╔══

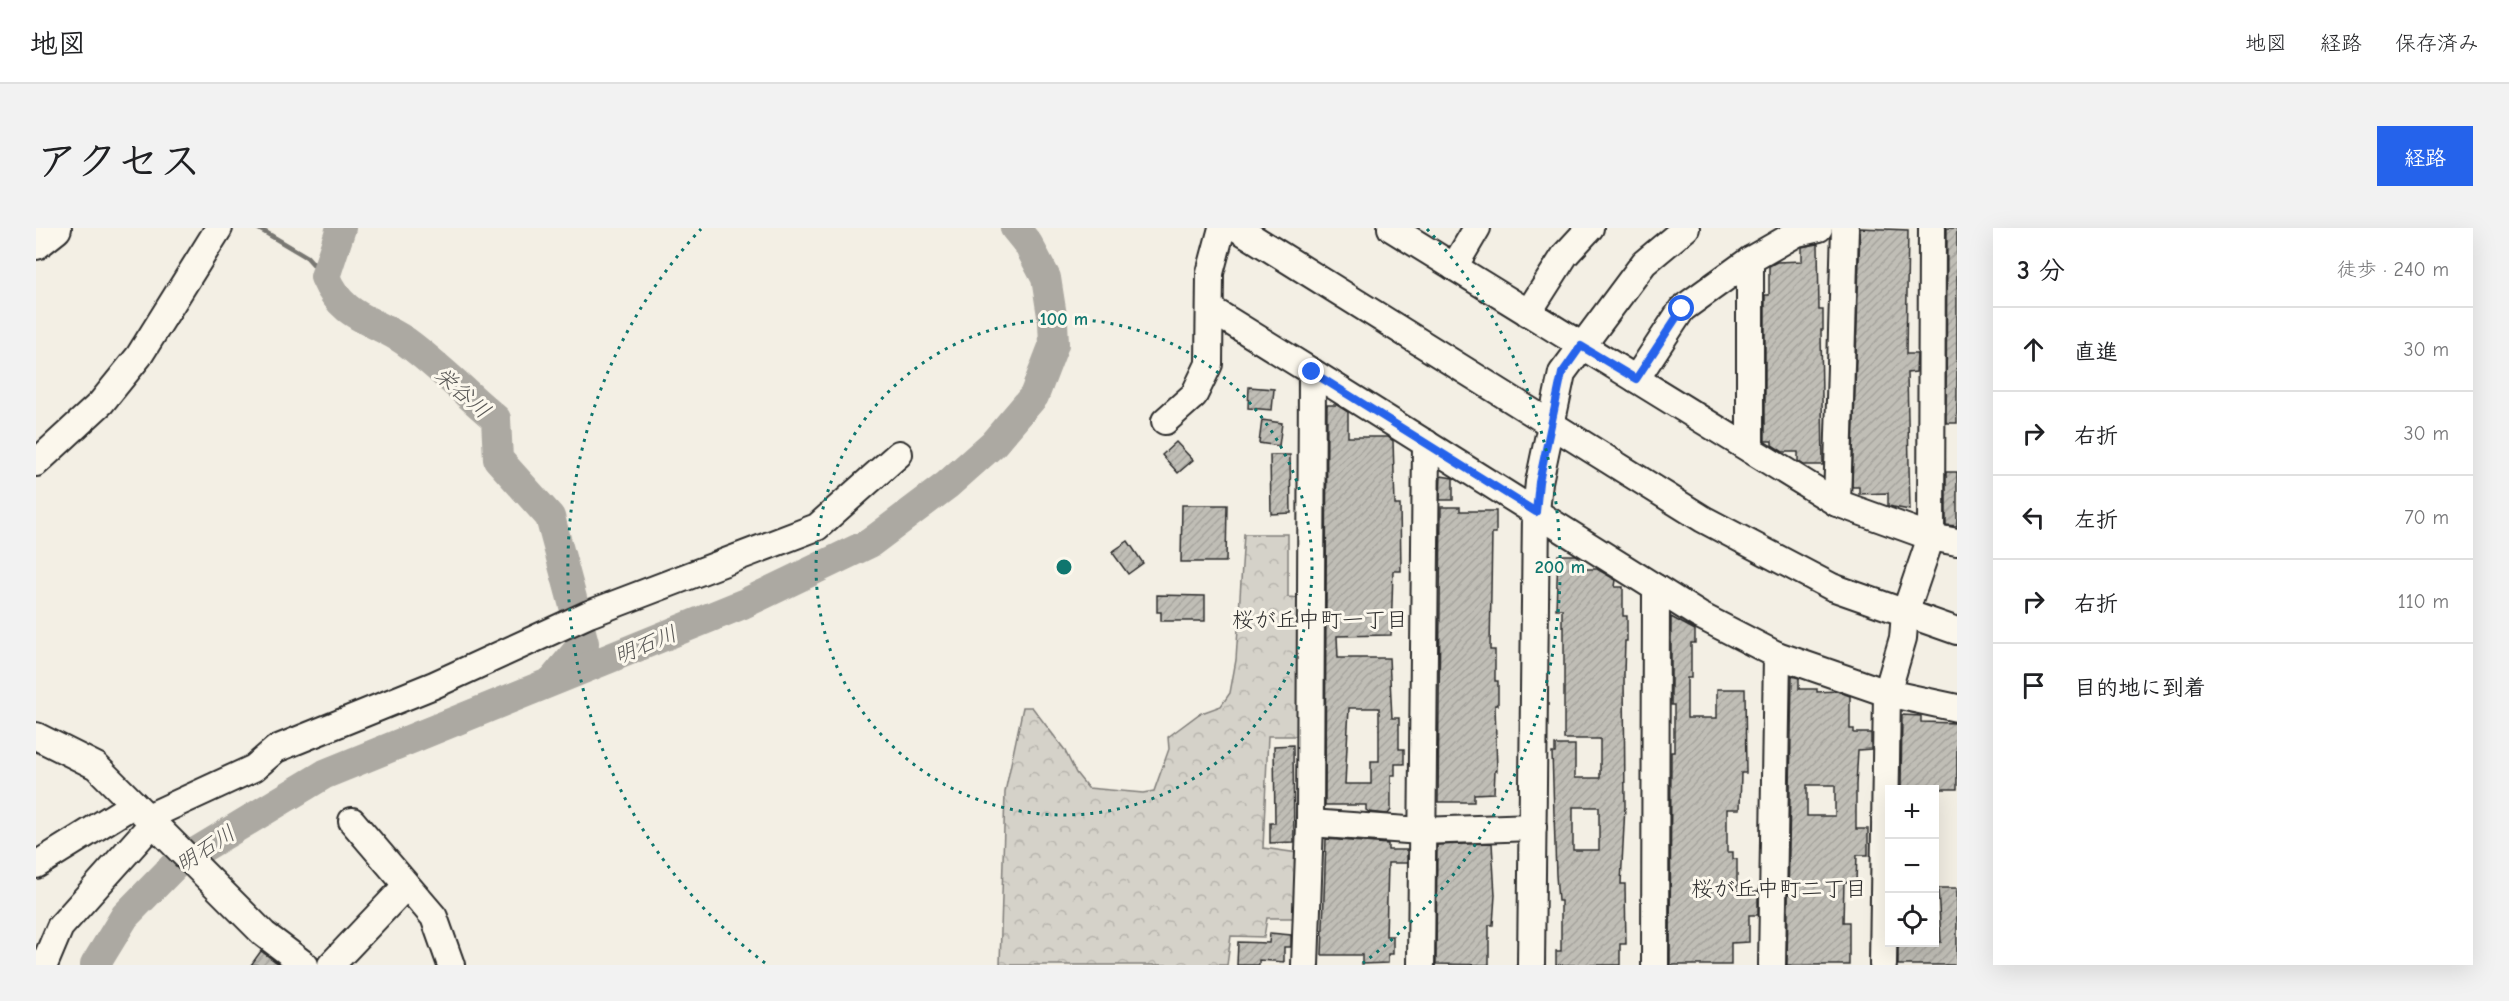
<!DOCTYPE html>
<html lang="ja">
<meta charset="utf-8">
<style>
:root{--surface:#fff;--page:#f2f2f2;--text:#202124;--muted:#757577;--line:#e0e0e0;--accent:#2563eb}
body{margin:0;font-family:"Comic Neue","Klee One",sans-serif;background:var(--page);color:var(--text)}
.controls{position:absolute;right:18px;bottom:18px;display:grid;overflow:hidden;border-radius:0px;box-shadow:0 6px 24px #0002}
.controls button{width:54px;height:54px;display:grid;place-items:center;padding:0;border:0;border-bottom:2px solid var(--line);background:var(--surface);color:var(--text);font:30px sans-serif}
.stop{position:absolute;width:18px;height:18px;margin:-14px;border:4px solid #2563eb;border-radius:50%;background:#fff}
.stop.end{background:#2563eb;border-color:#fff;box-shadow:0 2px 6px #0008}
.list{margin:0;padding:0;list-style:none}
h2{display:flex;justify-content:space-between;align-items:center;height:78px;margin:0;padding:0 24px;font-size:26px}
h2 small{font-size:20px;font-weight:400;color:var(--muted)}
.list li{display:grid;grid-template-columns:39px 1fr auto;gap:18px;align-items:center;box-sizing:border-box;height:84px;padding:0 24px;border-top:2px solid var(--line)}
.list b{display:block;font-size:22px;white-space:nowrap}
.list em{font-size:20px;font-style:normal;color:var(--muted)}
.icon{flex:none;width:33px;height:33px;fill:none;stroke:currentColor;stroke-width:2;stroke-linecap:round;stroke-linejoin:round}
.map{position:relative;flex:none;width:1921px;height:737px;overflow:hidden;border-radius:0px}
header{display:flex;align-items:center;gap:36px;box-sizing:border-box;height:84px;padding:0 30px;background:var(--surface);border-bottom:2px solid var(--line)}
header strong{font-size:28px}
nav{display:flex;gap:33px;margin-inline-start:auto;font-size:21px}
.intro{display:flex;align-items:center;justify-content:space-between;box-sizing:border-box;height:144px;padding:0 36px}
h1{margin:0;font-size:42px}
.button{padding:15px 27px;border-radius:0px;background:var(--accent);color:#fff;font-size:21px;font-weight:700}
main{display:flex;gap:36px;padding:0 36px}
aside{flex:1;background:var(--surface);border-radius:0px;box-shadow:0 6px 24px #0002}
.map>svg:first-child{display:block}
.forest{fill:url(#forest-crowns);stroke:#807e7a;stroke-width:1.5}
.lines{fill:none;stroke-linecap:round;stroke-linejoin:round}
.stream{stroke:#787772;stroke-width:5}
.river{stroke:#aca9a2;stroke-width:30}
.building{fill:url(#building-hatch);stroke:#2b2b2b;stroke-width:1.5;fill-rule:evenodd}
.minor-casing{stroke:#2b2b2b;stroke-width:30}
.major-casing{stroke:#2b2b2b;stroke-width:36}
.minor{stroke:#fbf7ec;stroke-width:26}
.major{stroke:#fbf7ec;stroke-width:32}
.route{stroke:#2563eb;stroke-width:8}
.ring{fill:none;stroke:#0f766e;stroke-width:3;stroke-dasharray:3 6}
.labels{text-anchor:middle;stroke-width:6;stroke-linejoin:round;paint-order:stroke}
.water-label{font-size:22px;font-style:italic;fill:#585755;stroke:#fbf7ec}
.neighbourhood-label{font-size:22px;fill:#2b2b2b;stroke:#fbf7ec}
.centre{fill:#0f766e;stroke:#fbf7ec;stroke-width:3}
.ring-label{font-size:18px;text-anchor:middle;font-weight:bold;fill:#0f766e;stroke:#fbf7ec;stroke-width:6;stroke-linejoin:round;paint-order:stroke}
</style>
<header>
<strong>地図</strong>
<nav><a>地図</a><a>経路</a><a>保存済み</a></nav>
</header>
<div class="intro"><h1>アクセス</h1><a class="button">経路</a></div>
<main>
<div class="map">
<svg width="1921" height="737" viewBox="0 0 1921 737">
<defs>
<pattern id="forest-crowns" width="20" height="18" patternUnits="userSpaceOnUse" patternTransform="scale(1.5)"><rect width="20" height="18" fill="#d5d2c9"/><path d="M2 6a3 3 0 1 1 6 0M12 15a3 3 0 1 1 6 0" fill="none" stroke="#b7b4ad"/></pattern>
<pattern id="building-hatch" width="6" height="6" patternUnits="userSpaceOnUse" patternTransform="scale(1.5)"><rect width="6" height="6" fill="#c0beb6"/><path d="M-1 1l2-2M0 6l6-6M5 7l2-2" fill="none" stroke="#a5a39d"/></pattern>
</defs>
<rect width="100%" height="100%" fill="#f3efe4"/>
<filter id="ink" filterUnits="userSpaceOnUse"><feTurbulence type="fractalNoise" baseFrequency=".0167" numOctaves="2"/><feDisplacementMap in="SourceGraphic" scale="12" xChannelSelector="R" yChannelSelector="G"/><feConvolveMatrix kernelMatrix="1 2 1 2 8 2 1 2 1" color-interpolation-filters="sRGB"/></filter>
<g filter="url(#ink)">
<polygon class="forest" points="1208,306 1252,306 1252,369 1264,370 1263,508 1232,508 1227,620 1262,625 1260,690 1231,690 1228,709 1195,708 1191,737 964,737 969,564 987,479 996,479 1028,521 1040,545 1052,560 1107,565 1118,563 1133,521 1132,509 1163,486 1185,478 1194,465 1200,432"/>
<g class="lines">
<polyline class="stream" points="222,0 271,29 289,49"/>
<g class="river">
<path d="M 305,0 L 289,49 C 306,90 336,91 369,113 C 401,136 430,166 460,191 L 462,231 L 514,289 L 548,415 L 517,452"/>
<polyline points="59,737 89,688 140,636 289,546 707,376 834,315 911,257 957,216 998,168 1018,116 1017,94 1010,50 992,16 979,0"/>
</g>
</g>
<g class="building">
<polygon points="1824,0 1872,2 1870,126 1881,126 1880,144 1871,145 1874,282 1852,278 1852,265 1823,266 1823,259 1816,259"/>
<polygon points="1911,0 1921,0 1921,195 1910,195"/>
<polygon points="1782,16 1783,82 1787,82 1787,102 1785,102 1787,237 1768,237 1762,233 1762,224 1747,224 1736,217 1736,213 1729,213 1729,67 1733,67 1733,38 1741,34 1766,33 1766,19"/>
<polygon points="1213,159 1238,161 1236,182 1212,180"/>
<path d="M 1291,177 L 1301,177 L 1312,184 L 1312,209 L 1352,209 L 1357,213 L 1359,277 L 1364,277 L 1365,343 L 1357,343 L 1355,407 L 1301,408 L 1302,430 L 1353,430 L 1356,490 L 1363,490 L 1363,521 L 1368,521 L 1368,536 L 1359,536 L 1359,547 L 1355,547 L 1355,582 L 1352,586 L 1333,584 L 1330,582 L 1330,577 L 1289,577 ZM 1313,480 L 1343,480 L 1343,533 L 1335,533 L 1335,556 L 1309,556 Z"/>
<polygon points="1226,192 1246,195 1243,218 1223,215"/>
<polygon points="1140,214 1157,232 1142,245 1126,227"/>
<polygon points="1234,227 1254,227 1255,285 1235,286"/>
<polygon points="1910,244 1921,244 1921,298 1910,297"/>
<polygon points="1405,248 1417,250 1417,272 1404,272"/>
<polygon points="1146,277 1191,277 1190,334 1145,334"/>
<polygon points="1405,279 1424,279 1424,283 1460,283 1460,305 1456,305 1454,422 1459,422 1459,453 1462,453 1462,477 1459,477 1461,543 1459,543 1458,565 1438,566 1438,574 1402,574"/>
<polygon points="1092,313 1107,335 1092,346 1076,324"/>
<path d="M 1522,327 L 1540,327 L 1543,329 L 1543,341 L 1561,341 L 1580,352 L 1579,359 L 1587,359 L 1587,388 L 1591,388 L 1591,413 L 1589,413 L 1588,445 L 1589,578 L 1585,656 L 1589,656 L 1590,716 L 1584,716 L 1584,737 L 1520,737 L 1520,723 L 1525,723 L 1525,673 L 1522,673 L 1520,647 L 1516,525 L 1519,525 L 1519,517 L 1539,517 L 1539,550 L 1564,550 L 1564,511 L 1528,511 L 1528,399 L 1526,399 L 1526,381 L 1520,381 ZM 1537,579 L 1563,579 L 1563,622 L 1537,622 Z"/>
<polygon points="1121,367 1169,368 1169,393 1125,393 1125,384 1121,384"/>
<polygon points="1635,389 1659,402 1659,415 1655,415 1655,450 1651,450 1651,490 1681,490 1681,461 1709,461 1710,545 1705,545 1704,581 1691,581 1691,624 1697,624 1697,631 1701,631 1701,664 1722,664 1722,687 1713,687 1713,714 1695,715 1695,737 1634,737 1635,524 1638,524 1638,477 1635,477"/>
<path d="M 1756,448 L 1763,450 L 1763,461 L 1781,461 L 1781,464 L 1801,463 L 1814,468 L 1814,501 L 1818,501 L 1818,505 L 1835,505 L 1835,521 L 1822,522 L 1820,557 L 1820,601 L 1832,601 L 1832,627 L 1821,627 L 1820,654 L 1808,654 L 1807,694 L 1813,694 L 1813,737 L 1751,737 ZM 1771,557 L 1799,557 L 1799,588 L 1771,588 Z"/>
<polygon points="1866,487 1885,488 1885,494 1921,495 1921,561 1865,561"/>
<polygon points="1257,517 1258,614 1234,615 1234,595 1239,595 1238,518"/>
<polygon points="1290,611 1352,616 1352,622 1371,622 1371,635 1352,635 1350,708 1357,708 1357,726 1352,726 1352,735 1326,736 1326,727 1286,727"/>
<polygon points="1456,615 1459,667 1457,697 1453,697 1453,737 1400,736 1401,617"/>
<polygon points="1902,660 1921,660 1921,737 1862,737 1862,714 1905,714"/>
<polygon points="1234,705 1255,707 1255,719 1248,719 1248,734 1223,732 1223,737 1201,737 1202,714 1233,715"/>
<polygon points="225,723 244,737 215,737"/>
</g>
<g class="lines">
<defs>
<g id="minor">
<polyline points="1201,0 1667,291 1796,359 1921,403"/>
<polyline points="1355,0 1801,275 1895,309 1921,314"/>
<polyline points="1418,39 1441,0"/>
<polyline points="1176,82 1276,144 1274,595 1269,737"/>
<polyline points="1492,85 1529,27 1554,0"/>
<polyline points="1276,144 1663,387 1741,427 1851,465 1921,480"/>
<polyline points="1600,151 1646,81 1714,32 1761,5 1783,0"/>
<polyline points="1129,193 1158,167 1173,136 1174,45 1186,0"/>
<polyline points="1714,221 1714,32"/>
<polyline points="0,235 65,175 103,128 183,0"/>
<polyline points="1801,275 1809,0"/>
<polyline points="0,508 60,538 228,706 269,737"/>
<polyline points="112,589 218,540 240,521 398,457 553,386 781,299 863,226"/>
<polyline points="316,593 398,689 415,737"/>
<polyline points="1274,595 1385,603 1497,599"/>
<polyline points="0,637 98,576"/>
<polyline points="8,737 24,699 117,595"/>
<polyline points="295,737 370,658"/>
<polyline points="1385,737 1390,215"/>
<polyline points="1495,737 1500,284 1503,254 1526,145 1608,35 1650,0"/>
<polyline points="1619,737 1620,360"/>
<polyline points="1736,737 1741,427"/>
<polyline points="1847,737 1851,465 1867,410 1869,385 1895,309 1896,0"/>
</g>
<polyline id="major" points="0,15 19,0"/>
</defs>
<use href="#minor" class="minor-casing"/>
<use href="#major" class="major-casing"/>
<use href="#minor" class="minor"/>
<use href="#major" class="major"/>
</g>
</g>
<g class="lines" filter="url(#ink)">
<polyline class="route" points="1276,144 1500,284 1503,254 1526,145 1545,118 1600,151 1646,81"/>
</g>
<g class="ring">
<circle cx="1028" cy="339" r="248"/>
<path d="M729 735A496 496 0 0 1 665 1M1391 1A496 496 0 0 1 1327 735"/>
</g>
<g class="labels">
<g class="water-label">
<text transform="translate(427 164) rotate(41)" y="8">栄谷川</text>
<text transform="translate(609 416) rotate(-22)" y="8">明石川</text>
<text transform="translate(169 620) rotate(-33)" y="8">明石川</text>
</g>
<g class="neighbourhood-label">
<text x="1284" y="399">桜が丘中町一丁目</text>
<text x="1743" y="668">桜が丘中町二丁目</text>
</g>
</g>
<circle cx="1028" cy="339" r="9" class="centre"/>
<g class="ring-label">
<text x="1028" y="97">100 m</text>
<text x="1524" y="345">200 m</text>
</g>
</svg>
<div class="controls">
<button>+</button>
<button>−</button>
<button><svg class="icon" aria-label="locate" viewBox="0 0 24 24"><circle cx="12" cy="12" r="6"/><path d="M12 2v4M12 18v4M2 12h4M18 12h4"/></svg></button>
</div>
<div class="stop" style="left:1646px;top:81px"></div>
<div class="stop end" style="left:1276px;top:144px"></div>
</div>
<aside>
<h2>3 分<small>徒歩 · 240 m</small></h2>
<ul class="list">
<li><svg class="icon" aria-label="ahead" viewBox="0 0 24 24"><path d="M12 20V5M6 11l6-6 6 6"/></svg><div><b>直進</b></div><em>30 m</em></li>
<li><svg class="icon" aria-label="right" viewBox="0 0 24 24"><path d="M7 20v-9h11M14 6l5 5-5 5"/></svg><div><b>右折</b></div><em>30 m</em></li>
<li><svg class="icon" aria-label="left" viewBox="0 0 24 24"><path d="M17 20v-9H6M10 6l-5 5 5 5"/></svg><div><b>左折</b></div><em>70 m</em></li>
<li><svg class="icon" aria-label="right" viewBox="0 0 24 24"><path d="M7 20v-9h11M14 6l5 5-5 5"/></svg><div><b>右折</b></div><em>110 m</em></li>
<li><svg class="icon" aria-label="arrive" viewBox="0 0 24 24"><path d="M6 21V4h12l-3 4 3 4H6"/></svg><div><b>目的地に到着</b></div></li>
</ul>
</aside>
</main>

╚══

▸ **PROBLEM TO WORK ON**: Over the whole listing above, give the number of lines in which "absolute" occurs, and no other words.

▸ **SOLUTION FOR THIS EXERCISE**: 2